Exercise -> Which lines of the data below hold "Minified"? Copy each of them.

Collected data
---

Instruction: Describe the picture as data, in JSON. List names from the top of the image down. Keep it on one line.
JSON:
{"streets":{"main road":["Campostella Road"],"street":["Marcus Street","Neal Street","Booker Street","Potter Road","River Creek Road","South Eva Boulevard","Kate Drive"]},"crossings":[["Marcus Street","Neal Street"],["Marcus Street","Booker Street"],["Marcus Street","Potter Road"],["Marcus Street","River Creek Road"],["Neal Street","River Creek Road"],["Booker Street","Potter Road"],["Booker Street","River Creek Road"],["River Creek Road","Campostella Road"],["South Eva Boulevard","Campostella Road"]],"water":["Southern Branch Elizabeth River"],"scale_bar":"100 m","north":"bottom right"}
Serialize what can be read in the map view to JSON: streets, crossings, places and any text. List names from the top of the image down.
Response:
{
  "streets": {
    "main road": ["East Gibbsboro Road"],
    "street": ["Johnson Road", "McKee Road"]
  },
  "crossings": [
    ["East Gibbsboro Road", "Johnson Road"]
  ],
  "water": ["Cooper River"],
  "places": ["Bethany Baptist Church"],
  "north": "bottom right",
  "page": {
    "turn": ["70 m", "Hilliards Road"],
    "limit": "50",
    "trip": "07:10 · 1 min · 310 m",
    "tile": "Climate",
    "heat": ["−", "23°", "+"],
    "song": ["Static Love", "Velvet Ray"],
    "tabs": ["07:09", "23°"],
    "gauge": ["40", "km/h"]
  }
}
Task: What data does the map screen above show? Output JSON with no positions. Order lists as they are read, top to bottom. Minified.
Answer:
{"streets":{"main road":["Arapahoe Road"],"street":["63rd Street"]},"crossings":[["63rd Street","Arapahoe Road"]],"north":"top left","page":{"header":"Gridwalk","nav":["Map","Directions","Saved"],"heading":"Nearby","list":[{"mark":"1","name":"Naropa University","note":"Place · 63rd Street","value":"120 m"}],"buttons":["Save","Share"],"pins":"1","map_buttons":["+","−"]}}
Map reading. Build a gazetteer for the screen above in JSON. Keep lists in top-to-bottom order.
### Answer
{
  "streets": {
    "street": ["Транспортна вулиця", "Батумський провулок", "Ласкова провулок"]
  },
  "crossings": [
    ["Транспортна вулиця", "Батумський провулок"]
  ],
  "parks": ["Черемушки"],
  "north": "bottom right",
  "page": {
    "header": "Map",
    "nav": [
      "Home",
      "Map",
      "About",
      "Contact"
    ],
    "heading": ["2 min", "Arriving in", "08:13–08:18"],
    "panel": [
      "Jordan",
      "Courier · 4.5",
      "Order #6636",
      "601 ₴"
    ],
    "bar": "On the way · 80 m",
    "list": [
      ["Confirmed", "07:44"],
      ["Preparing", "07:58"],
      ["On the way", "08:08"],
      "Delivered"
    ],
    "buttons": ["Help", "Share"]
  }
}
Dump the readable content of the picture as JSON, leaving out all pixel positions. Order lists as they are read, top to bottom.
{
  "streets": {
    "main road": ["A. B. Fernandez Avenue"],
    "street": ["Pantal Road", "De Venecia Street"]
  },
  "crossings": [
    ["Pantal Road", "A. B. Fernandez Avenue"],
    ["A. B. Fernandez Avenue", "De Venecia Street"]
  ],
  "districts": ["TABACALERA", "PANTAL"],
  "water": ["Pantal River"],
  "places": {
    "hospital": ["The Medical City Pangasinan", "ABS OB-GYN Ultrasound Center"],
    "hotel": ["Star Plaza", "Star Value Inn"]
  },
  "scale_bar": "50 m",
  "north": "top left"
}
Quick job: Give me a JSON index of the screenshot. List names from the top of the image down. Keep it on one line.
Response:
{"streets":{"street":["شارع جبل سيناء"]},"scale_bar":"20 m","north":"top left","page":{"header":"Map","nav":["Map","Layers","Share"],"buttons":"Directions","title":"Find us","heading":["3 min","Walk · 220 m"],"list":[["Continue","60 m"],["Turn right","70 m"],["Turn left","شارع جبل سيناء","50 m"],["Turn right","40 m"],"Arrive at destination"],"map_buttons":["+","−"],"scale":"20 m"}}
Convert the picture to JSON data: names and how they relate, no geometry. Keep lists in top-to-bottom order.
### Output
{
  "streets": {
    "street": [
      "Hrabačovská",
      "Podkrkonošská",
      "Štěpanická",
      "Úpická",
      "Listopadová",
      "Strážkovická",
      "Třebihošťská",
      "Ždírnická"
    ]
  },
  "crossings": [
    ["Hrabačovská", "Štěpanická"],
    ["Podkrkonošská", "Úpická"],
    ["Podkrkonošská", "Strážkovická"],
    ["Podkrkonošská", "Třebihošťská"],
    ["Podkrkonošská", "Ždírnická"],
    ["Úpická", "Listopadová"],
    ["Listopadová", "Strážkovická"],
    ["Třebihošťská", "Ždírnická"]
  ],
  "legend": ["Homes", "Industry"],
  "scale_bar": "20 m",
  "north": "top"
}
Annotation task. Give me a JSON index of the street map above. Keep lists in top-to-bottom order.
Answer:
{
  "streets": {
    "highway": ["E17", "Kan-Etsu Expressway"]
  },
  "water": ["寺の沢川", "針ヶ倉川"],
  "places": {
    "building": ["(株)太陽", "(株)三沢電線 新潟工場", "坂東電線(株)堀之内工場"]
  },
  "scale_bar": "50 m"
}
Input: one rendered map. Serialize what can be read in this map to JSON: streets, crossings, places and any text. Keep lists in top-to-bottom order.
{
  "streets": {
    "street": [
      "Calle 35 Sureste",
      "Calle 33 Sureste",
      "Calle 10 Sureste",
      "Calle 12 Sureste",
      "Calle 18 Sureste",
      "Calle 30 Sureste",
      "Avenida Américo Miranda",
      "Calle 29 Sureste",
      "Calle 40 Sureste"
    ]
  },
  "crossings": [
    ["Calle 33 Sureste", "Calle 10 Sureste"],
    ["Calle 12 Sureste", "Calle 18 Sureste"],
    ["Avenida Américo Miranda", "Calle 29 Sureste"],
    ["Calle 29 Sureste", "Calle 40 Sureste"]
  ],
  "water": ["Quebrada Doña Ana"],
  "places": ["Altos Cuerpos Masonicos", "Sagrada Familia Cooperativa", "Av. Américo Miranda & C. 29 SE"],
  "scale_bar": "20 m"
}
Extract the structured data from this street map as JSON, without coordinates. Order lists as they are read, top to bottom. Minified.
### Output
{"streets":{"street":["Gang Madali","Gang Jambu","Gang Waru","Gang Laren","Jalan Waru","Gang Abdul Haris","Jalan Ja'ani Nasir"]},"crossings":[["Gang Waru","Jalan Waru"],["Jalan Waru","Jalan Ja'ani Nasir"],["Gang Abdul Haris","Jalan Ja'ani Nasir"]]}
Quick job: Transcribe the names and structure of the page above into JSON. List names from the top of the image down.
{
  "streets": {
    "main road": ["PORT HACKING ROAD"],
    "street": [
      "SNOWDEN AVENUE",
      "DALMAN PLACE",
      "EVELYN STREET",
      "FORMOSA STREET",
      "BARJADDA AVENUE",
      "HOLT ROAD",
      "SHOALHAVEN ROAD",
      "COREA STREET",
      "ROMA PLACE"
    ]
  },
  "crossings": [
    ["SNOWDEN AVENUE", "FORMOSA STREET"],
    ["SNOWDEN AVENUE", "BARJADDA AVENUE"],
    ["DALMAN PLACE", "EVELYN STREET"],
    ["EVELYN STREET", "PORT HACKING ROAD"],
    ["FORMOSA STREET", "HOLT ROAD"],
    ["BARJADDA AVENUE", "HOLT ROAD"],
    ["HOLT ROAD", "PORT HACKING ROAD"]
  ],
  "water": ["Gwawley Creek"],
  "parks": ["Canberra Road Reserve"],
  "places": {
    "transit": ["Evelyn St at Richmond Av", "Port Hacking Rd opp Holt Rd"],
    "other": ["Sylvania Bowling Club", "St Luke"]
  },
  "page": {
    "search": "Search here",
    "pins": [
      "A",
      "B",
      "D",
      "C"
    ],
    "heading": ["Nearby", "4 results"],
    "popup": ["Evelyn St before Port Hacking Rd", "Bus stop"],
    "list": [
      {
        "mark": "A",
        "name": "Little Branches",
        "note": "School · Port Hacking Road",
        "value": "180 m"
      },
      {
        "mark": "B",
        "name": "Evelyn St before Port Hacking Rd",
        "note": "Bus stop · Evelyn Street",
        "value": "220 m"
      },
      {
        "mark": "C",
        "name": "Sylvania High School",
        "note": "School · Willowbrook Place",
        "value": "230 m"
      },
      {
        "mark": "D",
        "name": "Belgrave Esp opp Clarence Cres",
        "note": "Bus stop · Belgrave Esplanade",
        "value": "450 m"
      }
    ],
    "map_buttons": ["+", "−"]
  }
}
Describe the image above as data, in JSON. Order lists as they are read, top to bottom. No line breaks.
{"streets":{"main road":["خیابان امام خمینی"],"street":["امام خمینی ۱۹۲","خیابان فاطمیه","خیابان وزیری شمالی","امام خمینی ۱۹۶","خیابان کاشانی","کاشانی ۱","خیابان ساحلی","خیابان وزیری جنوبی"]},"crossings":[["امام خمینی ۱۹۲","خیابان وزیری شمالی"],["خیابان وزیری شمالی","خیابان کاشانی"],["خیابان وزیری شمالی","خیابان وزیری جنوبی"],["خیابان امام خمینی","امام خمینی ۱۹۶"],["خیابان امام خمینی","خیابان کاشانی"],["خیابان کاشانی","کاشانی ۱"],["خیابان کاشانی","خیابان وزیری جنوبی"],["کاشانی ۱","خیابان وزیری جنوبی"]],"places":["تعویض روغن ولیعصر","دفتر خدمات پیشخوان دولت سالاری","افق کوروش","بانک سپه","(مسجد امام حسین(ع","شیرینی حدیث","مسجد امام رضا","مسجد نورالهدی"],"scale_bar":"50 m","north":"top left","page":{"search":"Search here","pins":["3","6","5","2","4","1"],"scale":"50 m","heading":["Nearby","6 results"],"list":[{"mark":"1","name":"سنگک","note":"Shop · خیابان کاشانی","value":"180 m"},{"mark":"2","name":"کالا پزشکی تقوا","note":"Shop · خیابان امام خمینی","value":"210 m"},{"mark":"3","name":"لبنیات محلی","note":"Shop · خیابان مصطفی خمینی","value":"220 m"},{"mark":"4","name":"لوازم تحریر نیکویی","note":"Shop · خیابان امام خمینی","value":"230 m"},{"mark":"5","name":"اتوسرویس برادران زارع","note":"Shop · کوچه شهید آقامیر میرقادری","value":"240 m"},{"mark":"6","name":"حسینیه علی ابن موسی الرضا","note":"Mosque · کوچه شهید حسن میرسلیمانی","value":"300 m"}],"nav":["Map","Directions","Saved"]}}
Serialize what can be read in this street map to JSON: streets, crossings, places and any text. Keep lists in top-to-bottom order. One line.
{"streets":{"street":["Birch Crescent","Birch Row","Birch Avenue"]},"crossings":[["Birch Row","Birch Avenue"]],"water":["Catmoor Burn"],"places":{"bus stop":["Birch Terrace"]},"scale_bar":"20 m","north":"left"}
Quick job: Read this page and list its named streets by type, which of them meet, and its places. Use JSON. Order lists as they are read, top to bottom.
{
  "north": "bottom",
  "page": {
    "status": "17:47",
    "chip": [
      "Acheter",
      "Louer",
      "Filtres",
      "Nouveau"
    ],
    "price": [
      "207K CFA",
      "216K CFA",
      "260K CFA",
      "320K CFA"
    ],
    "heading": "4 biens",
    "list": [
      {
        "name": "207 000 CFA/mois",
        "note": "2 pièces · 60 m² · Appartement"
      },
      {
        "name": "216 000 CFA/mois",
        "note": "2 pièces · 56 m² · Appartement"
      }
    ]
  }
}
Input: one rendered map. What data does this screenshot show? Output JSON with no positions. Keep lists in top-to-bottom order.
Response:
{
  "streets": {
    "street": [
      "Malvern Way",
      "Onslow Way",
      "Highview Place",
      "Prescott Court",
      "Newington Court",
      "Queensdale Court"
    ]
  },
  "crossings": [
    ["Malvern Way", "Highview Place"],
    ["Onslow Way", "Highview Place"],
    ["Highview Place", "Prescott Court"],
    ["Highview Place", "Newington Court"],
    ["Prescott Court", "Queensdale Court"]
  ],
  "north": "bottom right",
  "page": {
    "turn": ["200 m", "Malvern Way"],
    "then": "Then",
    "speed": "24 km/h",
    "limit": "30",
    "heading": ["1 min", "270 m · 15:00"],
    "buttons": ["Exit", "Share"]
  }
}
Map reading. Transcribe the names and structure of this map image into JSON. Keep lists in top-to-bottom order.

---

Task result ->
Task: What data does the map screen above show? Output JSON with no positions. Order lists as they are read, top to bottom. Minified.
Extract the structured data from this street map as JSON, without coordinates. Order lists as they are read, top to bottom. Minified.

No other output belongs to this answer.